Ce sera une rencontre particulière, alors que la chancelière s’apprête à passer le relais après 16 ans aux commandes de la première économie européenne, à l’issue des élections législatives du 26 septembre.

« Emmanuel Macron voudra aussi saisir l’occasion de remercier personnellement la chancelière » avec laquelle il a développé « une véritable complicité », estime Frank Baasner, directeur de l’Institut franco-allemand de Ludwigsburg (dfi), auprès de l’AFP.

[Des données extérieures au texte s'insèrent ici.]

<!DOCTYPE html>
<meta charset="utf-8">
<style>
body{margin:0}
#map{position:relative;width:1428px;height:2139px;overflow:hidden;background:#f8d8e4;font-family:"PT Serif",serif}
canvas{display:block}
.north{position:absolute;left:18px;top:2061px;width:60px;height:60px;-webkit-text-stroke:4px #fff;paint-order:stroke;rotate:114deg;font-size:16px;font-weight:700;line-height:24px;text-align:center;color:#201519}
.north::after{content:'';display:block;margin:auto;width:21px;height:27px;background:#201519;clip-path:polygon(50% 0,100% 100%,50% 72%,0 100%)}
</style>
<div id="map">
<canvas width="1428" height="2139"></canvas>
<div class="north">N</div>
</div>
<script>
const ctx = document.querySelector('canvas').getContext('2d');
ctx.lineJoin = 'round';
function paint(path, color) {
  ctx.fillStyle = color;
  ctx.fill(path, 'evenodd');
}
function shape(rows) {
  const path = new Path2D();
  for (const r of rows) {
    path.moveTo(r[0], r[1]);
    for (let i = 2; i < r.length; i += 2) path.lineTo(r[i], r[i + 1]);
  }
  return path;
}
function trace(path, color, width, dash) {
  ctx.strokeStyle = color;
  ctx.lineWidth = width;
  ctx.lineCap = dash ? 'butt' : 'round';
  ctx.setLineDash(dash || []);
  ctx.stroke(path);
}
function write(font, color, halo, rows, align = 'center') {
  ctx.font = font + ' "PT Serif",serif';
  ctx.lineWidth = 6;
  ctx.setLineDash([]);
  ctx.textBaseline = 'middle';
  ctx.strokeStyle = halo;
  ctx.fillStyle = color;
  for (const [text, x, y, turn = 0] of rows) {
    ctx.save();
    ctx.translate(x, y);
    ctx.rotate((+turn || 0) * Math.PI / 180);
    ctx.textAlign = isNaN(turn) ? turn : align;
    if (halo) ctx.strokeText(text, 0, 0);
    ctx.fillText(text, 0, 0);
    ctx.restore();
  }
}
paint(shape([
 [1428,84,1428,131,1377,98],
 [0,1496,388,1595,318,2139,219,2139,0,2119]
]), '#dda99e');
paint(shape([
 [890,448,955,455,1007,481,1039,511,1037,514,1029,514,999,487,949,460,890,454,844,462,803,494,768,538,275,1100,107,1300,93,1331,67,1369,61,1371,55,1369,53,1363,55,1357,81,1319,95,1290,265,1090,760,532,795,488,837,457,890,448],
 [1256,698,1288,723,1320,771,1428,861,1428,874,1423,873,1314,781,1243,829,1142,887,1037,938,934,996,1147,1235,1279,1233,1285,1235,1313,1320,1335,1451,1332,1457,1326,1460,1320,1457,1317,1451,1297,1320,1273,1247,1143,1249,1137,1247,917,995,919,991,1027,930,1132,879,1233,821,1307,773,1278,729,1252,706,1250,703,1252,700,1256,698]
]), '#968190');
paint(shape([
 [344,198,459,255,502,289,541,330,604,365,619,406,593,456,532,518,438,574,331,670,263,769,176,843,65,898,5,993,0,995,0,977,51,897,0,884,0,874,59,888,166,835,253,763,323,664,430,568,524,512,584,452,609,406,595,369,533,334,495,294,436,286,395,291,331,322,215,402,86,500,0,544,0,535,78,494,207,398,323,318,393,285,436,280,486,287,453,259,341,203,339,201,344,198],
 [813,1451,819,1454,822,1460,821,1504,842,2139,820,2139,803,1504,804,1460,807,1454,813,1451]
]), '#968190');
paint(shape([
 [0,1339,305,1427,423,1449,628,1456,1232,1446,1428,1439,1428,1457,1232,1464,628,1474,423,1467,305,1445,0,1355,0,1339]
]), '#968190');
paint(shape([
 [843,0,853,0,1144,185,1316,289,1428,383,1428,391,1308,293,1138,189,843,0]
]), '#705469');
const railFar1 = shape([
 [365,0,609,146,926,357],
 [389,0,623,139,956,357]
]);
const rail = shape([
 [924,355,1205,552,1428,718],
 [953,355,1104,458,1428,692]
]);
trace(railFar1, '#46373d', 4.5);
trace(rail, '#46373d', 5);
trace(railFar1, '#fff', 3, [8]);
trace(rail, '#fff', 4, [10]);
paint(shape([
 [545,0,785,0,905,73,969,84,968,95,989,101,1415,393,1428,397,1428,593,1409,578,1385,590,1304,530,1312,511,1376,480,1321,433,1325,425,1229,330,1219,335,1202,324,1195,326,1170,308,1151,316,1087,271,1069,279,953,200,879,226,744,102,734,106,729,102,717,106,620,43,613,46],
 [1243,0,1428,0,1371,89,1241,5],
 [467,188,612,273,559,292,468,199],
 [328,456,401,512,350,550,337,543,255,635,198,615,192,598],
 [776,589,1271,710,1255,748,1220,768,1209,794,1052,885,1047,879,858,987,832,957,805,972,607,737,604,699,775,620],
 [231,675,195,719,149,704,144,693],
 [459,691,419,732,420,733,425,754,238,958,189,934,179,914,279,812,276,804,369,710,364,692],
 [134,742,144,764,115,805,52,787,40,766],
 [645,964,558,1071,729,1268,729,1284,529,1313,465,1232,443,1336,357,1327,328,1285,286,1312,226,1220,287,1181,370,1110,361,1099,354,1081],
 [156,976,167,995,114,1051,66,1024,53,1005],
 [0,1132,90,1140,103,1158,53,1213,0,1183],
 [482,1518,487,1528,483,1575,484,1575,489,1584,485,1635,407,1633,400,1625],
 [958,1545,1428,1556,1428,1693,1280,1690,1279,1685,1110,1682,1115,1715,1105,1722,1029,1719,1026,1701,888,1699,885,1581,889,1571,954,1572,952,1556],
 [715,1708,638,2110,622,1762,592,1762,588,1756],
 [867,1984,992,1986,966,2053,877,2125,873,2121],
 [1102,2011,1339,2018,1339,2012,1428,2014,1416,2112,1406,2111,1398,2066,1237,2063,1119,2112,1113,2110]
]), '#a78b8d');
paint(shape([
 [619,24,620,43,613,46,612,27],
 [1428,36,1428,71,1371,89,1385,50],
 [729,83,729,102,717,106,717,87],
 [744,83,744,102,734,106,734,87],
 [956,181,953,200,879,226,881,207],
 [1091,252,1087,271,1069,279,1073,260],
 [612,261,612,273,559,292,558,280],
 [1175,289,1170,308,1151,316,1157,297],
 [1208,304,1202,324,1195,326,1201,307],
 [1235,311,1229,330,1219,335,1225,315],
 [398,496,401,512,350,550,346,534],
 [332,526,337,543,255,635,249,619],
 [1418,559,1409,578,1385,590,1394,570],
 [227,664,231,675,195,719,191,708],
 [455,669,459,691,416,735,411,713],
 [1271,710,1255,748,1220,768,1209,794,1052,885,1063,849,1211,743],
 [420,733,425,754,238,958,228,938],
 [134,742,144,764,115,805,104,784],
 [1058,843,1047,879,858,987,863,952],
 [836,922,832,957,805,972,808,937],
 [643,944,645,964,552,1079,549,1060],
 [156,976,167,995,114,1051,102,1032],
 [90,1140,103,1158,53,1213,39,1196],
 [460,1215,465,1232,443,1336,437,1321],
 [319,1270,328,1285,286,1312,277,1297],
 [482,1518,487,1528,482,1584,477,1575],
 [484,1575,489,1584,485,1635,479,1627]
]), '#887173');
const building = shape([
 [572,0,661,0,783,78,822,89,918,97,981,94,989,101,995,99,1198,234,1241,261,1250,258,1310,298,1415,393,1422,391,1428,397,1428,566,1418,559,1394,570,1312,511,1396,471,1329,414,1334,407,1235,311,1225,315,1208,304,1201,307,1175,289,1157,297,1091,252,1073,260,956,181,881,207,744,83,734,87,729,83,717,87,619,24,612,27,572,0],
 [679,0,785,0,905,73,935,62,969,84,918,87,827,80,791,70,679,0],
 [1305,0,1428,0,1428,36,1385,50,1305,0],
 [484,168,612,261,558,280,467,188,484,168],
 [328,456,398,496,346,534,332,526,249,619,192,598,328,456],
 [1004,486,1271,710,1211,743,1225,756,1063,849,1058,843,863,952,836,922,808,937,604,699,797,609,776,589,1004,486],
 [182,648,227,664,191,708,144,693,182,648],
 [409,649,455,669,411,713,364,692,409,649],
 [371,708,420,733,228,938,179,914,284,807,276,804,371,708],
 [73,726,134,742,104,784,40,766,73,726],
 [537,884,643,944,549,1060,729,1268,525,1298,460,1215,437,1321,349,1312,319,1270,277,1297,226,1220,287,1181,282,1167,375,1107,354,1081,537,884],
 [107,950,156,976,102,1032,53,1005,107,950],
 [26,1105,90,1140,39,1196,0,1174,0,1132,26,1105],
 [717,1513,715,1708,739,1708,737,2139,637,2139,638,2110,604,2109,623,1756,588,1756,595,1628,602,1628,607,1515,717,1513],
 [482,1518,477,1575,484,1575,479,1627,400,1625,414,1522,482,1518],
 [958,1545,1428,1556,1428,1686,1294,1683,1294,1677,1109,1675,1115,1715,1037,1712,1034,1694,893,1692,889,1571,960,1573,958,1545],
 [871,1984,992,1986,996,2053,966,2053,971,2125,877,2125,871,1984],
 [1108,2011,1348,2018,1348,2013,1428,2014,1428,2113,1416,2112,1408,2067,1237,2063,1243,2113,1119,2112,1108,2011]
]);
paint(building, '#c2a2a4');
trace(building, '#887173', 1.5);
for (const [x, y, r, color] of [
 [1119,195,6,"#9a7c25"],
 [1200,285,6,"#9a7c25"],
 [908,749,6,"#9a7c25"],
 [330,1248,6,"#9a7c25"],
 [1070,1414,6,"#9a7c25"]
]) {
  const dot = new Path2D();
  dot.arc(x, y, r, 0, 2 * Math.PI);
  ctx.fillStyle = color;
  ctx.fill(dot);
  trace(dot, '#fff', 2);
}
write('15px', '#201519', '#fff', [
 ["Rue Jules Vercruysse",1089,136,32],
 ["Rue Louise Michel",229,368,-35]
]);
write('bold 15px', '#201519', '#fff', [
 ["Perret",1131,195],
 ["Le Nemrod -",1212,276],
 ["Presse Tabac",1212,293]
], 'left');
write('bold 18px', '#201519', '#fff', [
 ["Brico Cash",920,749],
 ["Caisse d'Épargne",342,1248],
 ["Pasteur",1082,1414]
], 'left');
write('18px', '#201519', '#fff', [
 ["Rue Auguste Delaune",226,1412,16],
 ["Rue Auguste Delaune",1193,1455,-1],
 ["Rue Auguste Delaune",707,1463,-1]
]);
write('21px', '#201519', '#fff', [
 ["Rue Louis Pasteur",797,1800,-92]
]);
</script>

« La relation avec M. Macron, qui partage un certain pragmatisme avec Mme Merkel, a certainement été bien meilleure » qu’avec les trois autres présidents avec lesquels elle a travaillé, Jacques Chirac (2005-2007), Nicolas Sarkozy (2007-2012) et François Hollande (2012-2017), abonde Sabine von Oppeln, experte à la Freie Universität de Berlin.

Débuts difficiles

Les débuts furent pourtant difficiles. Quand Emmanuel Macron prononce en 2017 un discours enflammé à la Sorbonne en faveur d’une refondation de l’Europe et tend la main à l’Allemagne, la réponse de Berlin est quasi-inexistante, nourrissant des frustrations côté français.

« Le gouvernement d’Angela Merkel a bien laissé tomber le pauvre M. Macron à l’époque », se souvient Mme von Oppeln.

La chancelière est certes enlisée alors dans des négociations laborieuses pour former une coalition gouvernementale.

Mais sur le fond, elle restait très réticente à une plus grande intégration au niveau du budget de la zone euro et de la défense de l’UE.

Très attachée aux relations transatlantiques qui ont fondé l’Allemagne après la période nazie, elle goûtera également peu le diagnostic prononcé en 2019 par Emmanuel Macron sur l’OTAN, qu’il déclare « en état de mort cérébrale ».

La crise sanitaire et économique liée à la pandémie de Covid-19 va marquer un tournant.

Les deux pays lancent une initiative pour un plan de relance européen de 750 milliards d’euros, reposant sur une mutualisation des emprunts au niveau de l’UE et une redistribution vers les pays les plus fragilisés, qui brise un véritable tabou allemand en matière de solidarité financière.

Une première émission inédite de dette commune au niveau de l’UE, d’un montant de 20 milliards d’euros, a été réalisée mardi.

Unis dans les crises

C’est une constante dans la relation entre les deux pays: « malgré les divergences, les couples franco-allemands se sont toujours retrouvés pendant les crises », qui furent nombreuses ces seize dernières années, pointe Jacob Ross, expert au DGAP, un think tank allemand.

Avec Nicolas Sarkozy, ce fut la crise de l’euro et de la dette, avec François Hollande, la crise migratoire et les attentats djihadistes, avec Emmanuel Macron la pandémie.

Les bouleversements géopolitiques, avec notamment le mandat d’un Donald Trump hostile vis-à-vis de l’UE, le Brexit, les tensions avec la Russie et la Chine, ont aussi renforcé la conviction que Paris et Berlin doivent « travailler étroitement pour que l’Europe puisse se faire entendre sur la scène mondiale », poursuit M. Ross.

A cet égard, les deux dirigeants auront particulièrement à coeur d’ici la fin du mois d’avancer sur plusieurs projets, notamment les futurs avion de combat et chars européens, juge l’expert du dfi, Frank Baasner.

L’inconnu est aussi bien côté allemand avec la fin de l’ère Merkel que côté français avec les élections présidentielles l’an prochain, où l’extrême droite a une carte à jouer.

« Nous allons entrer bientôt dans une sorte de point mort », dit-il, où plus aucun nouveau projet ne sera mis sur les rails, au moins jusqu’à la mi-2022.